La Novia Sustituta del Clan Serpiente
Capítulo 2
Al día siguiente fui a una joyería a escoger un regalo para César, en agradecimiento por la pulsera que me había mandado.
Su forma bestial era la de una serpiente negra con ojos esmeralda, así que elegí unos gemelos de serpiente con piedritas verdes como pupilas.
Mientras pagaba, me cruzó un pensamiento amargo: al menos iba a casarme con alguien de una de las familias más poderosas, con dinero y autoridad de sobra. ¿De qué me quejaba, entonces?
Estaba por salir cuando una voz chillona me sacó de golpe de mis ideas.
—Ay, Alba, qué contradicción la tuya. Dices que no quieres ser la esclava de Gabriel, pero en secreto gastas una fortuna en su regalo de cumpleaños.
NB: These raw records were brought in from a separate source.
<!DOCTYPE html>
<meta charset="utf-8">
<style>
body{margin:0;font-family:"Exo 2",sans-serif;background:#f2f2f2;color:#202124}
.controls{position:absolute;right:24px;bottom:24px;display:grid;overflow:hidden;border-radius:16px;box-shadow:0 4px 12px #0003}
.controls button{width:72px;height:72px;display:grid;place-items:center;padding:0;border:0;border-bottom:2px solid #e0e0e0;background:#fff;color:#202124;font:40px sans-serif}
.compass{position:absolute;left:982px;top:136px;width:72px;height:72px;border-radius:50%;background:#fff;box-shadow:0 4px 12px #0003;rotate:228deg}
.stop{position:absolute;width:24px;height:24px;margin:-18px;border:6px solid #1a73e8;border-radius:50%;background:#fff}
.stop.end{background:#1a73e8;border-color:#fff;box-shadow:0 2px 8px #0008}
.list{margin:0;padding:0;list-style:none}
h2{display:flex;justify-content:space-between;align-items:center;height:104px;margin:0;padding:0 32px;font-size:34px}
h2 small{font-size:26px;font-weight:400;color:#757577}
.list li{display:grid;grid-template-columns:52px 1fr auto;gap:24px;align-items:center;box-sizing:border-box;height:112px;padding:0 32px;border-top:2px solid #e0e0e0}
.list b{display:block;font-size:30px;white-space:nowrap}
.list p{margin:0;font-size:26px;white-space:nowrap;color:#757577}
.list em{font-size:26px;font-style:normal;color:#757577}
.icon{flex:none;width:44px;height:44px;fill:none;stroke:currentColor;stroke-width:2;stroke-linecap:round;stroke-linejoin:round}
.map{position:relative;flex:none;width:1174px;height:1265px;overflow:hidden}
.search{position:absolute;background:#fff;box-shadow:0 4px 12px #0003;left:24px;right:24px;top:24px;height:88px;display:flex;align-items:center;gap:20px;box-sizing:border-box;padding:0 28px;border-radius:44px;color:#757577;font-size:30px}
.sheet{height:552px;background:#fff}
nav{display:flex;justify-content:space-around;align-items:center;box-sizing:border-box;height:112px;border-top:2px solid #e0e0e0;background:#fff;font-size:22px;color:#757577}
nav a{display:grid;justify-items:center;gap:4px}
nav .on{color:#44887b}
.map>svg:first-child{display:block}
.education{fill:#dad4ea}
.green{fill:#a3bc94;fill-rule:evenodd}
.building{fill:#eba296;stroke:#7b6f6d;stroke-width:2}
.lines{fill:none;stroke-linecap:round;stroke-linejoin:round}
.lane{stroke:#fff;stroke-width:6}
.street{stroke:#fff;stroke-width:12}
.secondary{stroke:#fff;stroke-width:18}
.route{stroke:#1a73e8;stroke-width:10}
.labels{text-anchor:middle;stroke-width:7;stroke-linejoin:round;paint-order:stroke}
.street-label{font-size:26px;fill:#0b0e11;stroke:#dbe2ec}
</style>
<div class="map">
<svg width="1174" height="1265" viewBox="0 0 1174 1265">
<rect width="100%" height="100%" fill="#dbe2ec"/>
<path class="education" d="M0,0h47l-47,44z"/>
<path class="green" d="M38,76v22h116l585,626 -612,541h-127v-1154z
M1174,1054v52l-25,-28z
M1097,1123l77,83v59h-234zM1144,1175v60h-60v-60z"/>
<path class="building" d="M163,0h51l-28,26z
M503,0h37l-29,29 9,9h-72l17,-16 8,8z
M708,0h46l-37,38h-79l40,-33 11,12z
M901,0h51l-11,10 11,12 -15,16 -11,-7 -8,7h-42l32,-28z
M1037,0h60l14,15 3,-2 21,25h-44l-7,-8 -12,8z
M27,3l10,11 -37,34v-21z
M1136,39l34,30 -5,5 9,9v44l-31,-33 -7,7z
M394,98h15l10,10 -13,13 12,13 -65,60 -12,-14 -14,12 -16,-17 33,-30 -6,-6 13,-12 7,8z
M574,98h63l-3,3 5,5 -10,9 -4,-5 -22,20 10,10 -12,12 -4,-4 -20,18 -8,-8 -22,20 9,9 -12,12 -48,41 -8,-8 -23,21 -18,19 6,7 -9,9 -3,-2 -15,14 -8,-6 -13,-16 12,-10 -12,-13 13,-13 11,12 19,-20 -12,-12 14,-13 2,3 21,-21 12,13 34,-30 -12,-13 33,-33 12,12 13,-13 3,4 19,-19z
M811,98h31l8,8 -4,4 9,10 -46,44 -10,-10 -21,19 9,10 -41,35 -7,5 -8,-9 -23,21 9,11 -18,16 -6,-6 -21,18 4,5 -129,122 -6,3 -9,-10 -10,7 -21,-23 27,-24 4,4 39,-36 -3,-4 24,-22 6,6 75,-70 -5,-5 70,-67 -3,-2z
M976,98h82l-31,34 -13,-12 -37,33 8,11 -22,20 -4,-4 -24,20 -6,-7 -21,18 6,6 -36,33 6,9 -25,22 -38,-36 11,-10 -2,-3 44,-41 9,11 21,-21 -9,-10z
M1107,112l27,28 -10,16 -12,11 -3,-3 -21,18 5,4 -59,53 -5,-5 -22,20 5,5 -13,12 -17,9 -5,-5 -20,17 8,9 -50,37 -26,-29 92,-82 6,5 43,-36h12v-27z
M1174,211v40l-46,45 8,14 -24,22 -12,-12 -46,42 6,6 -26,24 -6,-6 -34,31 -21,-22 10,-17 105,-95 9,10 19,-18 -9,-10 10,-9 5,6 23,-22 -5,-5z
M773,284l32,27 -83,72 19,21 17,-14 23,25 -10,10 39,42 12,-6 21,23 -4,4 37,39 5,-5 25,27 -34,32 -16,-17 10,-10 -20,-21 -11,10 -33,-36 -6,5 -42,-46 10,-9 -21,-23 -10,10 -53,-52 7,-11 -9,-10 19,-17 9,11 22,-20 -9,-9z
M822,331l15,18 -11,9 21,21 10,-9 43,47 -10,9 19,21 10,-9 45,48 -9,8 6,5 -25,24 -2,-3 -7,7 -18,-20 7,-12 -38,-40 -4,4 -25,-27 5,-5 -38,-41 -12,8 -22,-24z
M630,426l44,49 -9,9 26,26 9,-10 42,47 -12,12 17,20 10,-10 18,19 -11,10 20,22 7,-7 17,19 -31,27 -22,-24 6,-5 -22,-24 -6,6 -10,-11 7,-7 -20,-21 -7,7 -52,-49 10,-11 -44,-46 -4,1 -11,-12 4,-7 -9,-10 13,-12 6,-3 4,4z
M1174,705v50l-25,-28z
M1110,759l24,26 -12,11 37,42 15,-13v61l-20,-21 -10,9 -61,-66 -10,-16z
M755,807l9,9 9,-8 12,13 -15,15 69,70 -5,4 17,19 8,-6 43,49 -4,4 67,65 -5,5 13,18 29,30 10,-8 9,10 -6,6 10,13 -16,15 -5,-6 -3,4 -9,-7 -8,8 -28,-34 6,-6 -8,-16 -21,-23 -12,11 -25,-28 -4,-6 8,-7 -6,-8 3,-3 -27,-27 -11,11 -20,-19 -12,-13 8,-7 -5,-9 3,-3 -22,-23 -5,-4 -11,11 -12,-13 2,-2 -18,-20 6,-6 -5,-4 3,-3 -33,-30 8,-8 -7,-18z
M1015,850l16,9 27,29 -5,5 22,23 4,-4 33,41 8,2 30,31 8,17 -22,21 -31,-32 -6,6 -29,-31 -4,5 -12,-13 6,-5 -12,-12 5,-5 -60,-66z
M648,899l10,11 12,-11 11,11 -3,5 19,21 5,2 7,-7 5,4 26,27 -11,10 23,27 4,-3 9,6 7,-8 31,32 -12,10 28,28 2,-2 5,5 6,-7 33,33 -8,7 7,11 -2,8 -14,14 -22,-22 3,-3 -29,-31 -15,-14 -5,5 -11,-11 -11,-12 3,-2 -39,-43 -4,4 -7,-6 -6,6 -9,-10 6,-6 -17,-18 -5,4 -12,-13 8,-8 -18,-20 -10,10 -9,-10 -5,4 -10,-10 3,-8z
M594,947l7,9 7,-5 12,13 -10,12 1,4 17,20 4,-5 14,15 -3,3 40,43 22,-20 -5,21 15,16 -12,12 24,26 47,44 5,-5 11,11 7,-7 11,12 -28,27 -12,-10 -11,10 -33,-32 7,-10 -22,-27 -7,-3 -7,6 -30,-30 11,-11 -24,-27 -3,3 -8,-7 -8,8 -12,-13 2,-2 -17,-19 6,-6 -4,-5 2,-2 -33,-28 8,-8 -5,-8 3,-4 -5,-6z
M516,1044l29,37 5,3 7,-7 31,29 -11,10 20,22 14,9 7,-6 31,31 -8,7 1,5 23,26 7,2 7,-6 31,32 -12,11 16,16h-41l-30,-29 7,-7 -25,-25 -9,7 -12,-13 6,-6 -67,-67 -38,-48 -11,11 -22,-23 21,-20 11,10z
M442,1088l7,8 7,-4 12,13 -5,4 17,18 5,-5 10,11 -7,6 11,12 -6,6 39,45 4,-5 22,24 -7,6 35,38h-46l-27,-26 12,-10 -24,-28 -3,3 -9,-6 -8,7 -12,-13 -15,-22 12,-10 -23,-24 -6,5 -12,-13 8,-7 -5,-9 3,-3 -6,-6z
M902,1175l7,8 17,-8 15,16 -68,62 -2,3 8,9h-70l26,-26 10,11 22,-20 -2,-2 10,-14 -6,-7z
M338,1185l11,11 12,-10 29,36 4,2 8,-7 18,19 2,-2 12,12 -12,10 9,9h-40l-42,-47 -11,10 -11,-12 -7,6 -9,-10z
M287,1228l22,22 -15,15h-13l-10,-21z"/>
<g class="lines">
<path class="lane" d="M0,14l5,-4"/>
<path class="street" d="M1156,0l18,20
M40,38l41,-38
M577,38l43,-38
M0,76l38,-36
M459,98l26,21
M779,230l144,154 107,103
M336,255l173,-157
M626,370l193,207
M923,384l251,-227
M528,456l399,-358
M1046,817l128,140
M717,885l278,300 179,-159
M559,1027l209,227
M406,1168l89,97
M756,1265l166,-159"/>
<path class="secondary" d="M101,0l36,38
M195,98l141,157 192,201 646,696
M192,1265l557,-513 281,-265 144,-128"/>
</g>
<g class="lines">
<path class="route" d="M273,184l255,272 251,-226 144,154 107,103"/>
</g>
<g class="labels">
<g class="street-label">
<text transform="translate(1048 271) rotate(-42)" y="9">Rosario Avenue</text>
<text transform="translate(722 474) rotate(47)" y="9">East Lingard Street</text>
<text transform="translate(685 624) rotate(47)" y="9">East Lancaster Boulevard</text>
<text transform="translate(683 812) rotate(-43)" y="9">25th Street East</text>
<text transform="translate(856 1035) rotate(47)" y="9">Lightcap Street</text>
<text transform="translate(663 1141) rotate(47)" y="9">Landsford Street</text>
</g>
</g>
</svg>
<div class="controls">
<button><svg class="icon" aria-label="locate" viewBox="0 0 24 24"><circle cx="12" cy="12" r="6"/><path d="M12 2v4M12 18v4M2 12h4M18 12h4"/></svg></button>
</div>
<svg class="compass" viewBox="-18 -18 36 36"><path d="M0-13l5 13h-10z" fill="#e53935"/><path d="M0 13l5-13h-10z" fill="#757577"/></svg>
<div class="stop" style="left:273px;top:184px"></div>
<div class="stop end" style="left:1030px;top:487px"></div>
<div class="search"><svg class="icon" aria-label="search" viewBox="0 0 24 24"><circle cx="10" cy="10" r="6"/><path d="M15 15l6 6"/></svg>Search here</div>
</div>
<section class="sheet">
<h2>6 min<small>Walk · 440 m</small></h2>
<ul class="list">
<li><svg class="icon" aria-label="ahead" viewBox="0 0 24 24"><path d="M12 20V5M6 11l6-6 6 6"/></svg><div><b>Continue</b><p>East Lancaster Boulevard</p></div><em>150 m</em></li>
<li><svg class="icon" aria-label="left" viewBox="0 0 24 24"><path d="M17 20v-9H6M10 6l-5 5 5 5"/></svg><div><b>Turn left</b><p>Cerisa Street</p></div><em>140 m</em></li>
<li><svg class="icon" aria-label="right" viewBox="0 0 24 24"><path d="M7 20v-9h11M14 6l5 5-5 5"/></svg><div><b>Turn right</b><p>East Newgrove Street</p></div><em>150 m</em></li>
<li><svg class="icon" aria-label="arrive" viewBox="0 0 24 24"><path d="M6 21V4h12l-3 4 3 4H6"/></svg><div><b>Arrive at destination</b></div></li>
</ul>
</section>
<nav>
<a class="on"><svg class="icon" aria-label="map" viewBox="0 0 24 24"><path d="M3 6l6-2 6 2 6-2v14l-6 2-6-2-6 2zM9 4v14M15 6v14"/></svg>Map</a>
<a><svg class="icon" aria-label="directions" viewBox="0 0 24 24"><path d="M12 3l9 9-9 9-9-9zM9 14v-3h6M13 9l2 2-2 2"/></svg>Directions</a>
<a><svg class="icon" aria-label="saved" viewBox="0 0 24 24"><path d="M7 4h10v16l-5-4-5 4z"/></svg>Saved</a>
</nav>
Esa astucia... yo nunca la tendría.
Camila se pegaba al pecho de Gabriel, con la misma sonrisa triunfal de siempre.
Solo entonces caí: claro, hoy era el cumpleaños de Gabriel.
Ellos estaban convencidos de que el presente era para él.
Gabriel me lanzó una mirada de desprecio, fijándose en los gemelos que aún tenía en la mano.
—Y yo que pensaba que todavía te quedaba algo de orgullo. Al final, con tal de no caer en manos de un errante, terminas rebajándote conmigo. Pero estos gemelos son horribles, no me gustan. Mejor cámbialos por unos de lobo plateado.
Le contesté seca, sin rodeos:
—No son para ti. Es un regalo para mi prometido.
Gabriel soltó una carcajada áspera, como si hubiera escuchado la mayor tontería del mundo.
—No sigas fingiendo. Ya tienes veinticinco años, ¿quién en su sano juicio querría casarse contigo? Si no fuera por mí, ni siquiera tendrías la oportunidad de ser esclava.
Los ojos de Camila brillaron con malicia al señalar la tienda de al lado, donde marcaban a los esclavos.
—Gabriel, aquí mismo podrían marcar a mi hermana. Así ya no tendría de qué asustarse. ¿Por qué no lo hacemos ahora mismo?
Él le acarició la nariz con ternura.
—Camila, siempre tan generosa.
Después me miró con esa soberbia suya, creyéndose un benefactor.
—Vamos, ¿qué esperas?
En medio del local ardía un brasero cargado de brasas, y al lado se alineaban hierros candentes con insultos grabados en la punta.
Los esclavos gritaban apenas el metal les rozaba la piel; ni los más fuertes podían aguantar en silencio.
Gabriel se removió incómodo, pero no movió un dedo para detener a los guardias que Camila mandó a sujetarme.
Y ahí lo entendí: el Gabriel que de niña me juraba protegerme, el que prometía que nunca dejaría que me hicieran daño... ya no existía. Quizás nunca había existido.
Camila me sujetó con fuerza, sin la más mínima fragilidad de la que tanto presumía.
Con una sonrisa torcida dijo:
—Déjenme escogerle a mi hermana una marca bien bonita.
Sus ojos repasaron los hierros al rojo vivo hasta detenerse en uno que tenía grabado "Perra".
Lo levantó con una sonrisita y se me vino encima, casi saltando, en plan juego.
—Sí, este te queda perfecto, querida.
Me sacudí con todas mis fuerzas y logré soltarme apenas un instante de los guardias.
Ni siquiera la rocé y ya Camila se dejó caer hacia atrás.
El hierro se le resbaló de la mano; la chispa le tocó apenas la piel.
Se cubrió enseguida y rompió a llorar.
—¡Yo solo quería ayudar a librarte de los errantes, y intentaste quemarme!
No tuve ni un segundo para defenderme.
Gabriel entró fuera de sí, los ojos desbordados de furia.
Me empujó contra el brasero y mi mano cayó sobre un carbón al rojo vivo.
El dolor me atravesó como un rayo y me arrancó el aire.
Apenas logré apartarla, temblando, cuando otra bofetada me estalló en la cara.
Gabriel me pegó con rabia, con el odio marcado en la mirada.
—¡Alba, eres detestable! —escupió—. Y pensar que ella todavía te defendía delante de mí. ¿Cómo pudiste tratar así a tu hermana? ¡Pídele perdón ahora mismo!